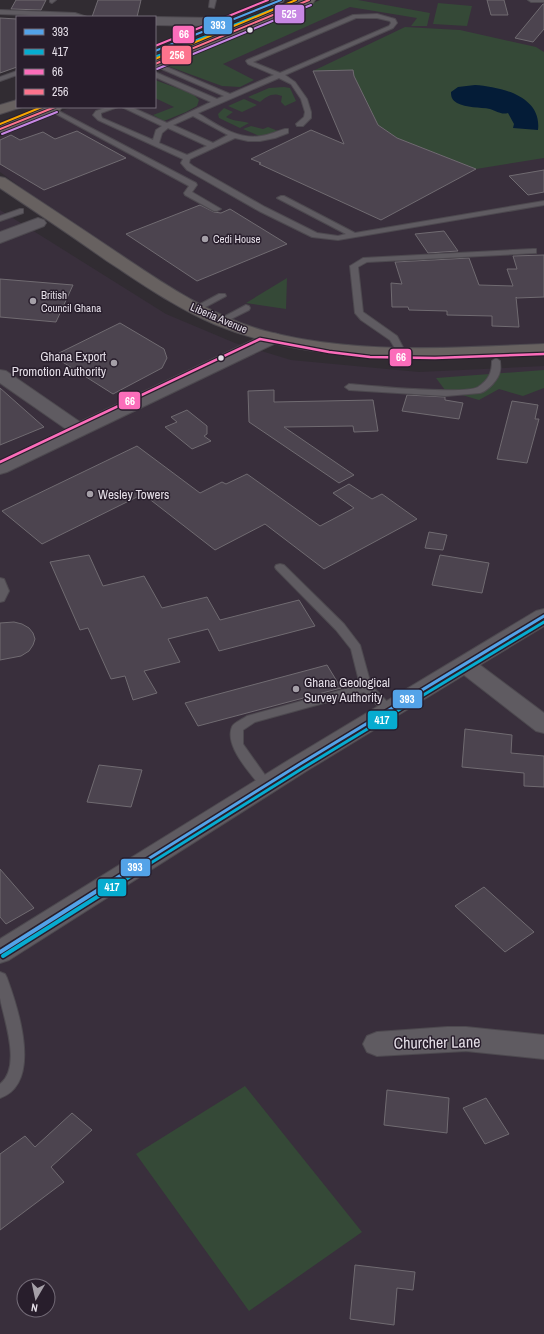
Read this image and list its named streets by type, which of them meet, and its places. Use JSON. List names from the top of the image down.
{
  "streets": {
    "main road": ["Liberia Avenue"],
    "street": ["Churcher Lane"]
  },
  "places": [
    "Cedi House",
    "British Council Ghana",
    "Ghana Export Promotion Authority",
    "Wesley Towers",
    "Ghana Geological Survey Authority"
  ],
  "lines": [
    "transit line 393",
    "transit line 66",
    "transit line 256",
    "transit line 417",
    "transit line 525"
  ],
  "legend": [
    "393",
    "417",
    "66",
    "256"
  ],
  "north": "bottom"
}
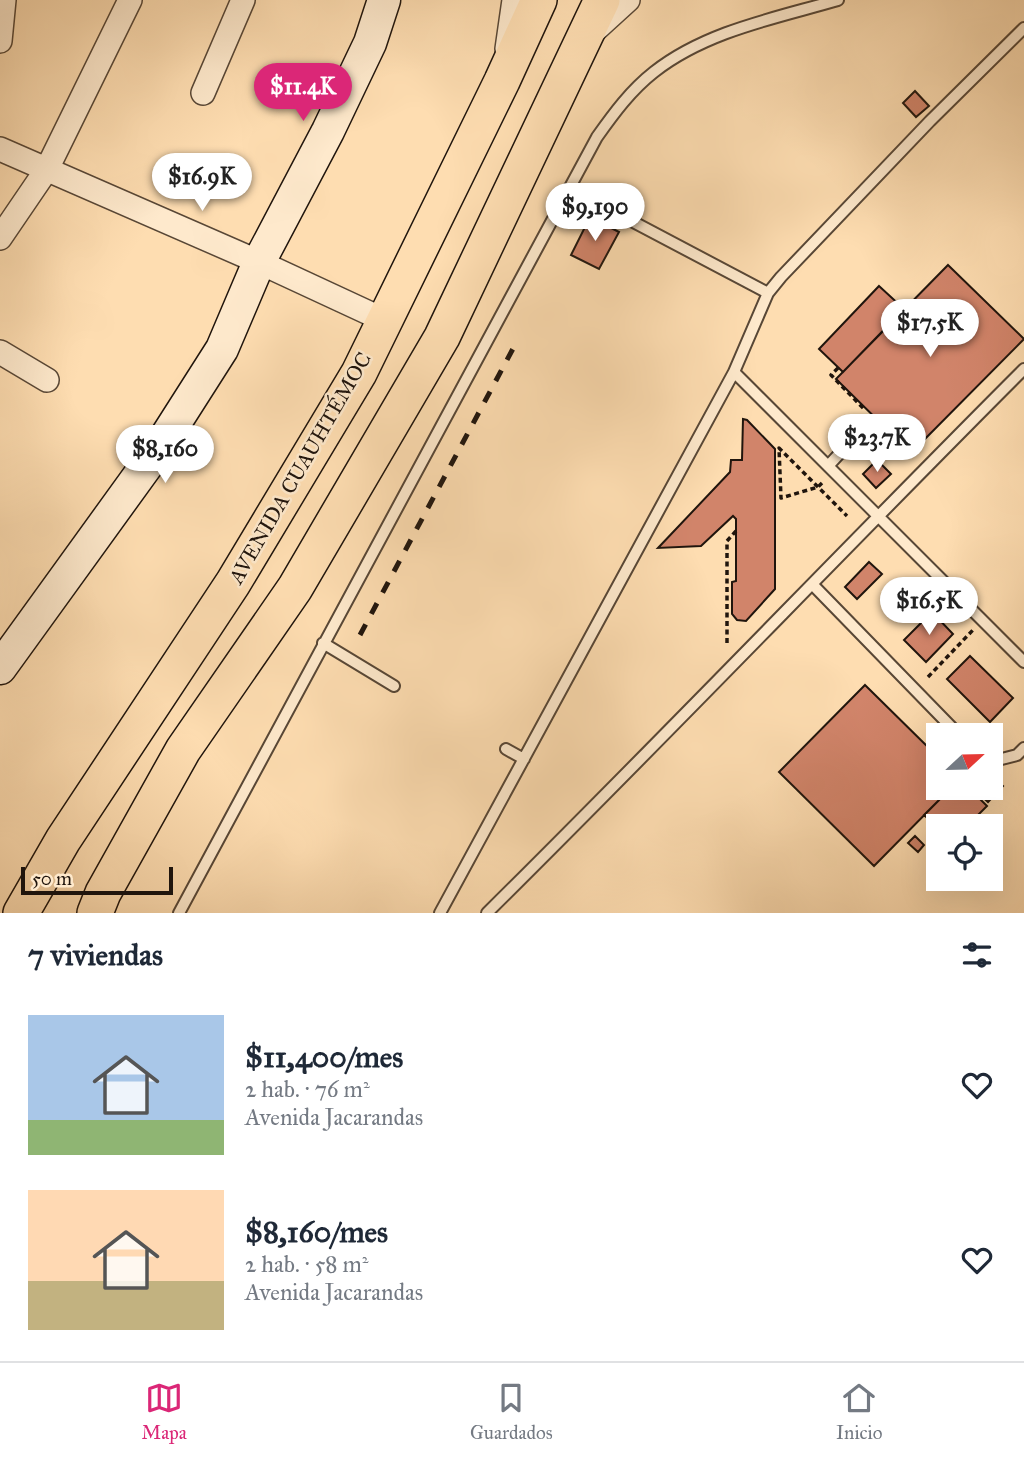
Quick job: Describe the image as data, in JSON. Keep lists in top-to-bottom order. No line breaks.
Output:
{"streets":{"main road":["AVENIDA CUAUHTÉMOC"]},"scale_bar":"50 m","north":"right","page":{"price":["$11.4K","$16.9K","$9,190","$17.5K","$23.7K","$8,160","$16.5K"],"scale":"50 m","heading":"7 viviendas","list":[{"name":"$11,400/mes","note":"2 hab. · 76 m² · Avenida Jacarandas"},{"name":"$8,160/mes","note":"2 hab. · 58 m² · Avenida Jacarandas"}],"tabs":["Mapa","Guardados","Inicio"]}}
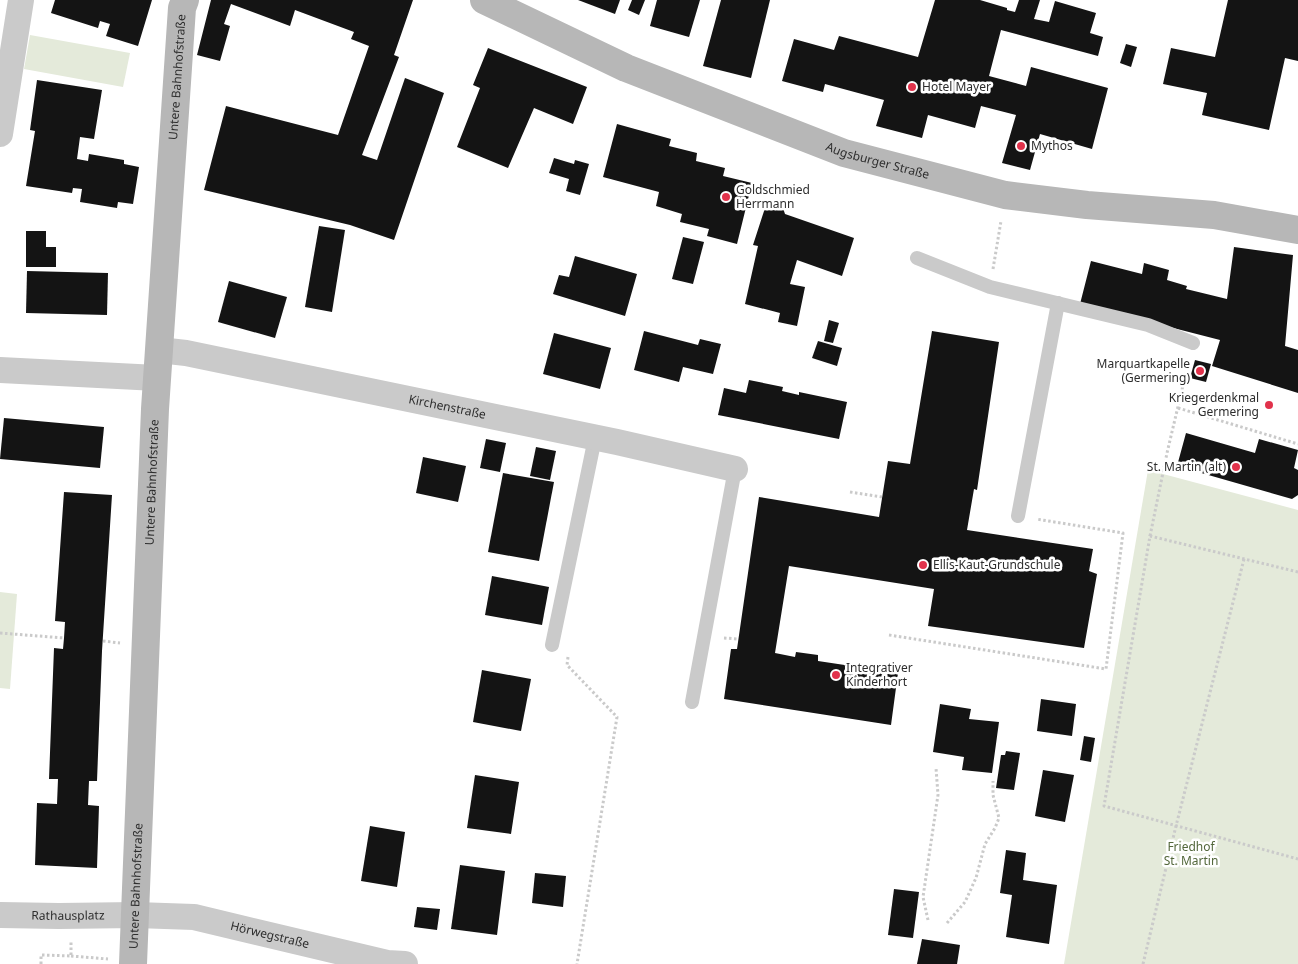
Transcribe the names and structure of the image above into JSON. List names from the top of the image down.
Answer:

....................

* **EXERCISE PROMPT**:
Lines from the start of the material through the line containing "Quick job: Describe" are to be restated word for word; no picture may be included.

* **REPLY**:
Read this image and list its named streets by type, which of them meet, and its places. Use JSON. List names from the top of the image down.
{
  "streets": {
    "main road": ["Liberia Avenue"],
    "street": ["Churcher Lane"]
  },
  "places": [
    "Cedi House",
    "British Council Ghana",
    "Ghana Export Promotion Authority",
    "Wesley Towers",
    "Ghana Geological Survey Authority"
  ],
  "lines": [
    "transit line 393",
    "transit line 66",
    "transit line 256",
    "transit line 417",
    "transit line 525"
  ],
  "legend": [
    "393",
    "417",
    "66",
    "256"
  ],
  "north": "bottom"
}
Quick job: Describe the image as data, in JSON. Keep lists in top-to-bottom order. No line breaks.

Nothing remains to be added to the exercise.